Equipment: Dirty Clerical Vestments, Old Mildewed Holy book that he can't read that has seen at least one bookworm infestation in its long life.

Languages: Common

  Methyr is the son of a local farmer that died from the plague that swept through almost 20 years ago. The same plague also claimed the local priest who had tended to the poor in the area. Because of his ministrations and prayers, Methyr believed he had gotten better himself. Given that nobody else in the village could read either(and nobody really wanted the job), Methyr took up the role of priest for his village.
  Methyr blames himself for the death of the village priest, and believes that secretly, so do many of the village-folk. Thus, he tries very hard to try to make up for what he believes is his sin. Though Methyr is incapable of actual reading, he believes he's pieced together some of the meaning of his holy book, and none of the villagers can ever recall having heard such stirring sermon, even from the previous priest.

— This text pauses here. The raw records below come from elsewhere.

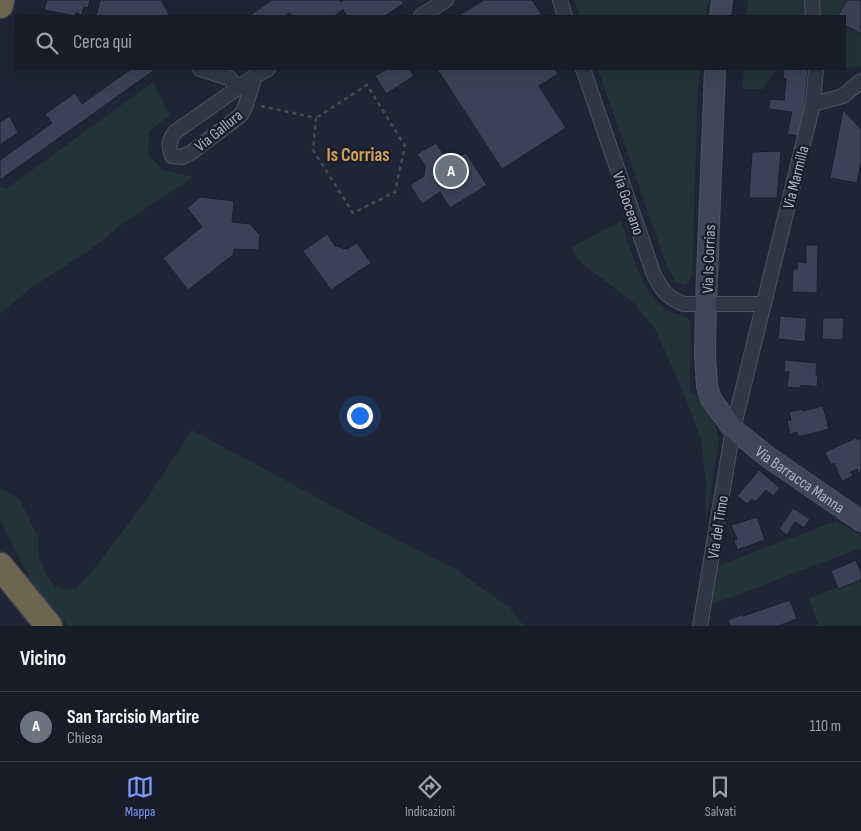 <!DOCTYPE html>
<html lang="it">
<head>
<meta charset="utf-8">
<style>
  :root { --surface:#171c28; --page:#202530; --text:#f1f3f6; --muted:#9ea1a8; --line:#363a45; --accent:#7c98f9 }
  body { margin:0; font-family:"Sofia Sans Condensed",sans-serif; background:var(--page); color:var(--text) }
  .you { position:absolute; left:359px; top:415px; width:18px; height:18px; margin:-12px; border:4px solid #fff; border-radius:50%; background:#1a73e8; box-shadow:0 0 0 8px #1a73e833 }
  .badge { display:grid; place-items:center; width:32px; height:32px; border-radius:50%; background:var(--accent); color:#fff; font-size:16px; font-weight:700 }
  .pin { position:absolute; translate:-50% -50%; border:2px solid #fff; box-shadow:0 1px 5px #0006 }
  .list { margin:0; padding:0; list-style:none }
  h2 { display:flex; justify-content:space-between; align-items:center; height:65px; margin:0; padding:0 20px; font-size:21px }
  h2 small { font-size:16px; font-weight:400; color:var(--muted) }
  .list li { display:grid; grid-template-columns:32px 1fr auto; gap:15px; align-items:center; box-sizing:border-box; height:70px; padding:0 20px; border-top:1px solid var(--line) }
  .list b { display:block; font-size:19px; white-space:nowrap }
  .list p { margin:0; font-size:16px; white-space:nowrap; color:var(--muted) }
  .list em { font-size:16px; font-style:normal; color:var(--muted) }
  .icon { flex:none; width:28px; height:28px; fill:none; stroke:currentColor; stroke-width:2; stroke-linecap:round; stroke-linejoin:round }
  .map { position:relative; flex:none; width:861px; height:626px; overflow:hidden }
  .search { position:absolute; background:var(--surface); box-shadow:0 5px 20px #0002; left:15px; right:15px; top:15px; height:55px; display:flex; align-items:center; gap:12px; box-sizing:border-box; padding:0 18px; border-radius:0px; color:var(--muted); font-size:19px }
  .sheet { height:135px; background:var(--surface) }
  nav { display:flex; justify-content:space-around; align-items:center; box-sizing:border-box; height:70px; border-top:1px solid var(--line); background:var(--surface); font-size:14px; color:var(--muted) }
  nav a { display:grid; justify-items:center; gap:2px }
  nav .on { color:var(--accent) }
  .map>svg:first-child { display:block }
  .green { fill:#223339 }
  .building { fill:#3b4257; stroke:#1a1f2d }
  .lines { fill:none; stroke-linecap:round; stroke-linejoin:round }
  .street-casing { stroke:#4d5262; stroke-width:16 }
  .secondary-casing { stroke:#4d5262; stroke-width:22 }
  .highway-casing { stroke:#3a3f4e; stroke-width:29 }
  .path { stroke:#3e4f55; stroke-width:2.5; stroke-dasharray:4 4; stroke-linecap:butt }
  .street { stroke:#323747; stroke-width:14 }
  .secondary { stroke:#40465a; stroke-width:20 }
  .highway { stroke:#6d664f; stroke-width:26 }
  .labels { text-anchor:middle; stroke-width:4.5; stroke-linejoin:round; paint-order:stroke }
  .street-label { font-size:16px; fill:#acb2c4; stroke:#181d2b }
  .quarter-label { font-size:19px; font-weight:bold; fill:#d4a257; stroke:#181d2b }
</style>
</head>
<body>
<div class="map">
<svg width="861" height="626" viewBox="0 0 861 626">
  <rect width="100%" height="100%" fill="#1f2536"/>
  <g class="green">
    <polygon points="574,0 709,0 706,16 580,16"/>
    <polygon points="748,0 861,0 861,66 845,68 845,16 747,16"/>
    <polygon points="598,69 700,69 698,87 692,274 689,282 684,285 676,283 667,267"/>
    <polygon points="744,69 776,69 763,89 742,89"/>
    <polygon points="153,82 170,115 149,131 148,155 164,170 193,177 122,224 90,250 31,288 0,314 0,186 6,189"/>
    <path d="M621,221C631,250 640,289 664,308C672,315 684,313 691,322L690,392L700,398L714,423L719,439L706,521V484L701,439L686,399L656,330L635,304L578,260L572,247Z"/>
    <polygon points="192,430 379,531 455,569 509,607 524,626 68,626 32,584 0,520 0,487 20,500 38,537 39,557 46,574 55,586 65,590 76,588 89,575 142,506"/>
    <polygon points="836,521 861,536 861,548 713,604 711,600 717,566"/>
    <polygon points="861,578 861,626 814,626 818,624 809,598"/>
  </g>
  <g class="building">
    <polygon points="47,0 90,0 88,8 84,7 82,15 76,13 75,16 44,10"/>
    <polygon points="100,0 161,0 170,16 96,16"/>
    <polygon points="272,0 340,0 341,2 344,0 401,0 404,3 385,16 347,16 343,10 334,16 292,16 290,13 284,16 249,16"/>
    <polygon points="484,0 532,0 541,14 537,16 458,16"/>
    <polygon points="847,0 861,0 861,34 845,25 845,16 838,16"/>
    <polygon points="131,69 156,69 0,180 0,160 52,123 45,114 75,93 82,104"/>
    <polygon points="387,69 409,69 414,76 386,94 375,76"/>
    <polygon points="437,69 555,69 558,74 539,86 566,128 502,169"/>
    <polygon points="784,69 808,69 804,114 800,136 787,134 792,112 769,109 770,99 784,100 786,79 783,78"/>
    <polygon points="843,110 861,129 861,162 857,183 830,178"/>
    <polygon points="10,116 18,133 0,145 0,122"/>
    <polygon points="436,143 449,163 466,153 487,185 450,208 440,192 422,204 410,185 424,176 425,166 417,154"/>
    <polygon points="781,151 777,198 749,198 752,152"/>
    <polygon points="200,197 234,201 232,222 250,224 260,235 259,250 234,249 233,255 188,290 163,258 202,227 187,208"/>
    <polygon points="327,234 335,246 347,249 357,243 371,263 331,290 303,251"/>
    <polygon points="806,245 818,245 817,293 792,292 793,269 797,269 798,262 806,263"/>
    <polygon points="780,316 807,318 805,342 778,339"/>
    <polygon points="823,318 844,318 843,340 822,339"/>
    <polygon points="785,360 817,363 816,375 818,375 817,387 801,385 800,388 787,387 789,372 784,372"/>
    <polygon points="823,406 829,429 798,437 797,432 790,434 787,421 791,420 789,412 803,409 803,411"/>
    <polygon points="856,438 857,440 860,438 861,441 861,471 858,473 857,469 851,472 853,476 842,481 834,463 831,465 825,452"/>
    <polygon points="759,470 780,488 773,496 766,490 755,502 752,499 747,504 737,496"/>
    <polygon points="793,508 810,519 804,528 795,522 787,535 779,529"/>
    <polygon points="757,517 765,540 737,550 734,540 737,539 731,525"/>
    <polygon points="856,560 861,572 861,580 838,589 831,571"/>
    <polygon points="790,600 797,619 778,626 730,626 728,620 743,614 743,616"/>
  </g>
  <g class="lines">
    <defs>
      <g id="street">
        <polyline points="560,0 565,16"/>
        <polyline points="812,0 813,16"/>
        <polyline points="421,16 446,0"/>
        <polyline points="200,69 229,78 239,88"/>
        <path d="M583,69L654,275C663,291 666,297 684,304H764"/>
        <path d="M255,76L245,107L241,115L192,152L182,157L172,156C168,146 169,140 175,132L255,76L268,69"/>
        <polyline points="813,104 843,96 861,81"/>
        <polyline points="700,626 733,429 813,104 816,69"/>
      </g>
      <g id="secondary">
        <polyline points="720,16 722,0"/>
        <path id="s1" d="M715,69L706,303L705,355L707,386L711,399L733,429L768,457L861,521"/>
      </g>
      <g id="highway">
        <polyline points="0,5 1,0"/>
        <polyline points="0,566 49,626"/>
      </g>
    </defs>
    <use href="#street" class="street-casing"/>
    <use href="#secondary" class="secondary-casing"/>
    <use href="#highway" class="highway-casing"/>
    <polyline class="path" points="261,106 316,118 313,150 353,213 395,192 405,146 367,85 316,118"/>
    <use href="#street" class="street"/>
    <use href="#secondary" class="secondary"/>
    <use href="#highway" class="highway"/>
  </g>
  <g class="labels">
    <g class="street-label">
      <text transform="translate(218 130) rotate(-39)" y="6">Via Gallura</text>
      <text transform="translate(795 177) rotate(-76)" y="6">Via Marmilla</text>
      <text transform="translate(629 203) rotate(71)" y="6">Via Goceano</text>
      <text transform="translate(708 259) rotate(-88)" y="6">Via Is Corrias</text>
      <text dy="6" stroke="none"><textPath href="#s1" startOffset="452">Via Barracca Manna</textPath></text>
      <text transform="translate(717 527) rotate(-81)" y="6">Via del Timo</text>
    </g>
    <g class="quarter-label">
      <text x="358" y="161">Is Corrias</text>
    </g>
  </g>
</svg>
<div class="you"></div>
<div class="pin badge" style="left:451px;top:171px;background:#6b7280">A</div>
<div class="search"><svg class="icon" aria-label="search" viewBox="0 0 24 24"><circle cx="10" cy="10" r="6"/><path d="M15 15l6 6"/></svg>Cerca qui</div>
</div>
<section class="sheet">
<h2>Vicino<small></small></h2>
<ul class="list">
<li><span class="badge" style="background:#6b7280">A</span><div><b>San Tarcisio Martire</b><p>Chiesa</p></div><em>110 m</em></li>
</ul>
</section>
<nav>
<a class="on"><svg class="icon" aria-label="map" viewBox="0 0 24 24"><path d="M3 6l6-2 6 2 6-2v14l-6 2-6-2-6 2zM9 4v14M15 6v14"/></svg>Mappa</a>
<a><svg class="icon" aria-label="directions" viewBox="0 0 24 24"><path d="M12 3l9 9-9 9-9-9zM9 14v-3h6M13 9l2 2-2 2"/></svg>Indicazioni</a>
<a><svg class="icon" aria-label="saved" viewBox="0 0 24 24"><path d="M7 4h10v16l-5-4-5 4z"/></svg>Salvati</a>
</nav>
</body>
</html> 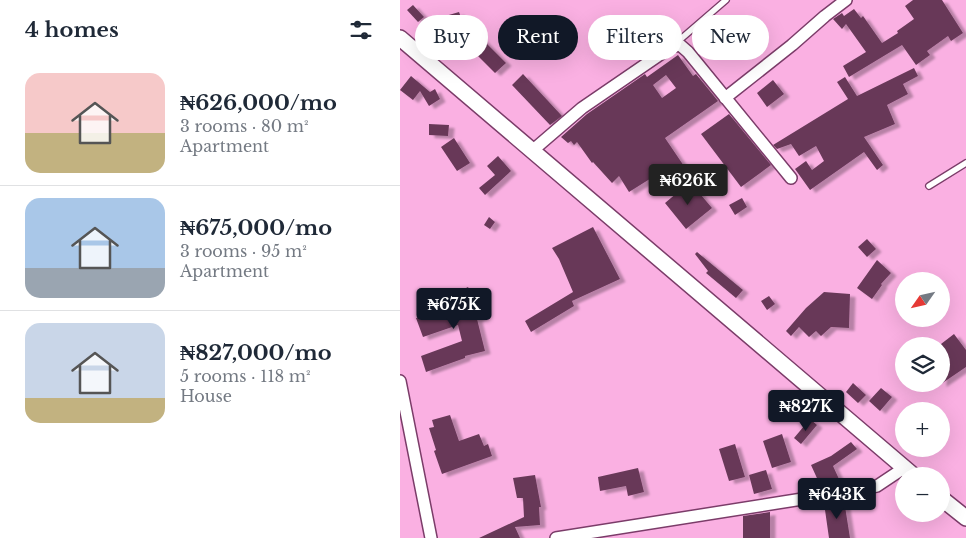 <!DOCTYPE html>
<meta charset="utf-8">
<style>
body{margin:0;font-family:"Libre Baskerville",serif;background:#f2f2f3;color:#1f2937;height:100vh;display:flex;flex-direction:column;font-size:19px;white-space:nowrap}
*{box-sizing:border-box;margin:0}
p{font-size:16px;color:#747a83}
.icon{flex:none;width:28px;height:28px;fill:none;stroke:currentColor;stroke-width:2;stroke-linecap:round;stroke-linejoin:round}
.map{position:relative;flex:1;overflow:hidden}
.details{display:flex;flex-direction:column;background:#fff;width:400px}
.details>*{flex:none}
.top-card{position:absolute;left:15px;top:15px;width:475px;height:45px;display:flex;gap:10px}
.needle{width:32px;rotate:236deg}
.buttons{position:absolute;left:495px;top:272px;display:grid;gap:10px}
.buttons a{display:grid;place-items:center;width:55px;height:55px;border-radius:50%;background:#fff;box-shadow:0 5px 20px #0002;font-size:25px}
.price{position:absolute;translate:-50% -42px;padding:0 11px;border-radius:5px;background:#111827;color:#fff;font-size:16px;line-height:32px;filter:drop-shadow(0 1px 2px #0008)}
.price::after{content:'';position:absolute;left:50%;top:30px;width:15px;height:11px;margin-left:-8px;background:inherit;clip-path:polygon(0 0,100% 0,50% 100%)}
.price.on{background:#222;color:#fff}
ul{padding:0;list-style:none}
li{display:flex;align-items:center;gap:15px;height:125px;padding:0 25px}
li+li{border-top:1px solid #e0e1e3}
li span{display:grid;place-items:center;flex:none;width:140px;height:100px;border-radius:15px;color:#555}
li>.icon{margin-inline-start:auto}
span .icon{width:60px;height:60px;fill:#fffc;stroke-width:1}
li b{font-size:21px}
h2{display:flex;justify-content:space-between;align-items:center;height:60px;padding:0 25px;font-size:21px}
.tag{padding:0 18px;border-radius:22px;background:#fff;box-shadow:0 5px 20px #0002;font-size:18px;line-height:45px}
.tag.on{background:#111827;color:#fff}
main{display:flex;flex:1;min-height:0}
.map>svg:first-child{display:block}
.building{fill:#683959;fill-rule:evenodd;filter:url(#shadow)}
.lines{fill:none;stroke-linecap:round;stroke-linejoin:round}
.lane-casing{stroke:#7b3c69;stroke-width:8}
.street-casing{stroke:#7b3c69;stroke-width:14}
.secondary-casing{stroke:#7b3c69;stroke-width:18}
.lane{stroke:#fff;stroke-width:5.5}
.street{stroke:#fff;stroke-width:11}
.secondary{stroke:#fff;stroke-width:15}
</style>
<main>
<section class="details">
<h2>4 homes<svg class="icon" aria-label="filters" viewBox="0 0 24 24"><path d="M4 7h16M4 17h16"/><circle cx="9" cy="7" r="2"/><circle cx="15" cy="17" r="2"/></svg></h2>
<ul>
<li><span style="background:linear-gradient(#f6c9c9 60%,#c2b280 0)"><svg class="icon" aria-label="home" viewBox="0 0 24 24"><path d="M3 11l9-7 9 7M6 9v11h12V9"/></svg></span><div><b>₦626,000/mo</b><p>3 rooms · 80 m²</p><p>Apartment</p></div></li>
<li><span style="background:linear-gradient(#a9c7e8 70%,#9aa5b1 0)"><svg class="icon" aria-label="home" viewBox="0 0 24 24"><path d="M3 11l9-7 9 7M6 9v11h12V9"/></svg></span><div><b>₦675,000/mo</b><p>3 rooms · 95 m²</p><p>Apartment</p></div></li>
<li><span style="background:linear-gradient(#c9d6e8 75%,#c2b280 0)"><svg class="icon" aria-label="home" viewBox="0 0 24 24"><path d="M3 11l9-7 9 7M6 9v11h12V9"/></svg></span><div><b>₦827,000/mo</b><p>5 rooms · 118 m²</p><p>House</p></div></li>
</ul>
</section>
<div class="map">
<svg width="566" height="538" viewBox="0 0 566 538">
<defs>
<filter id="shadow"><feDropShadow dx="5.5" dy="3" stdDeviation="1" flood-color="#0004"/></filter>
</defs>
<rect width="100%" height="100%" fill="#fab0e2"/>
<path class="building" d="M 513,0 L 542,0 L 563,33 L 551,41 L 548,36 L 527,51 L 530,55 L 516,65 L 502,45 L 449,77 L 443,66 L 466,52 L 446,24 L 442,29 L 433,19 L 442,13 L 444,16 L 454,9 L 461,18 L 463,16 L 482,43 L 498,33 L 497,31 L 514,19 L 505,6 Z
M 13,5 L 24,17 L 18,22 L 7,10 Z
M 59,12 L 65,28 L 68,25 L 106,63 L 95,73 L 53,31 L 47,31 L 42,17 Z
M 278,55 L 293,76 L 296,74 L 318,101 L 265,138 L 286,169 L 275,176 L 269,167 L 229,192 L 219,176 L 212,183 L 193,162 L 192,163 L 177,142 L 174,145 L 171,141 L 168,143 L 161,137 L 187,114 L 245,74 L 247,77 ZM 266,75 L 276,88 L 262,98 L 253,85 Z
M 514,68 L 518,76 L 503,84 L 508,94 L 487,105 L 495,124 L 464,137 L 483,165 L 477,170 L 464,152 L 410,190 L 395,169 L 406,161 L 412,170 L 424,161 L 416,146 L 399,156 L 391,144 L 377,149 L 373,145 L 448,99 L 437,82 L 445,77 L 457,96 Z
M 123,74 L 162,116 L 150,125 L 112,85 Z
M 11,76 L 30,92 L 35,89 L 40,99 L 29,106 L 20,91 L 13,100 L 0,90 Z
M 373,80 L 384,94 L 367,107 L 357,93 Z
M 329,114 L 371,165 L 341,187 L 301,134 Z
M 29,124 L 49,125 L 48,136 L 29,135 Z
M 54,138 L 70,163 L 57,171 L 41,147 Z
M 98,156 L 111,171 L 85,195 L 79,188 L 95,175 L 87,166 Z
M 290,182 L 312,208 L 286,229 L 265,203 Z
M 342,198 L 347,207 L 335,215 L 329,205 Z
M 89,217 L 95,222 L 90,229 L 84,225 Z
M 193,227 L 220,279 L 172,301 L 174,306 L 131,332 L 125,321 L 173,292 L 159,259 L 152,248 Z
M 467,239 L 476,249 L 467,257 L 458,247 Z
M 297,252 L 343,290 L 336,298 L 306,273 L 308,271 L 295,254 Z
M 477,260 L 491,273 L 481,284 L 482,285 L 472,299 L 457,288 Z
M 68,287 L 82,316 L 77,319 L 85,351 L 65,356 L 65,358 L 26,372 L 21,356 L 62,341 L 58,325 L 23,337 L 16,318 L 55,305 L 50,296 Z
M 424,292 L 450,294 L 449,328 L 431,327 L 421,336 L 416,331 L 409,337 L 399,327 L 391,336 L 386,331 L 406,308 Z
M 369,296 L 375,304 L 367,310 L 361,301 Z
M 554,334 L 566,350 L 566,367 L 541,384 L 541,344 Z
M 453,383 L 466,395 L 458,403 L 446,392 Z
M 481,388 L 492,397 L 480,411 L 469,401 Z
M 50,415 L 59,441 L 79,434 L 84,446 L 88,444 L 92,456 L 42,474 L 34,451 L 36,450 L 29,428 L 34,427 L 32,420 Z
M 410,419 L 417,425 L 401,444 L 394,438 Z
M 382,434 L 391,462 L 372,468 L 363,441 Z
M 451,442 L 457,449 L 433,466 L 439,479 L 421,487 L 411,465 L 431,456 Z
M 335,444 L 345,477 L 329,481 L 319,449 Z
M 238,468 L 244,492 L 228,496 L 226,486 L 200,491 L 198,477 Z
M 366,470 L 372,489 L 354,494 L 349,475 Z
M 135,475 L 141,507 L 139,507 L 140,525 L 115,527 L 120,538 L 79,538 L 124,517 L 123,498 L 117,498 L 113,478 Z
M 444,500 L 450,538 L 429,538 L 424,503 Z
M 370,512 L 370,538 L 343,538 L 343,516 Z"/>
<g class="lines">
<defs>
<path id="lane" d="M 275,44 L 326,0
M 529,186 L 566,163"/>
<path id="street" d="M 325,98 L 392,45 L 425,16 L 446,0
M 132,151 L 182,108 L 271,47 L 280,45 L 288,52 L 391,178
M 0,381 L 31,538
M 156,538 L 453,491 L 477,486 L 504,468"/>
<path id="secondary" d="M 0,38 L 514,476
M 541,498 L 566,518"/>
</defs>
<use href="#lane" class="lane-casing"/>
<use href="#street" class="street-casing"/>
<use href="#secondary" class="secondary-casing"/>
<use href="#lane" class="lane"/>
<use href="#street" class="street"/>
<use href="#secondary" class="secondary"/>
</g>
</svg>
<div class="buttons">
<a><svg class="needle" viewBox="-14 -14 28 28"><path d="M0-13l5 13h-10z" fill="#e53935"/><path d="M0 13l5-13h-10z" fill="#747a83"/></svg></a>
<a><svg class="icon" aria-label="layers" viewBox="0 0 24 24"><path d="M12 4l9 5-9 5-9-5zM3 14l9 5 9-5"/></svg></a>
<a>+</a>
<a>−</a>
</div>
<b class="price on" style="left:288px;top:206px">₦626K</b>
<b class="price" style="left:54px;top:330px">₦675K</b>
<b class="price" style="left:406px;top:432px">₦827K</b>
<b class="price" style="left:437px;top:520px">₦643K</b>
<div class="top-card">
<a class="tag">Buy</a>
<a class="tag on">Rent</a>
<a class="tag">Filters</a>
<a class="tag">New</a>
</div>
</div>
</main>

  Methyr takes care of the local shrine as best he can, but given his personal lack of funds, it's little more than a drafty hut in which sits a small tarnished silver mace upon an altar that has seen better days. If the village were ever in true danger, Methyr would use this mace to defend the villagers, trusting in the will of his god.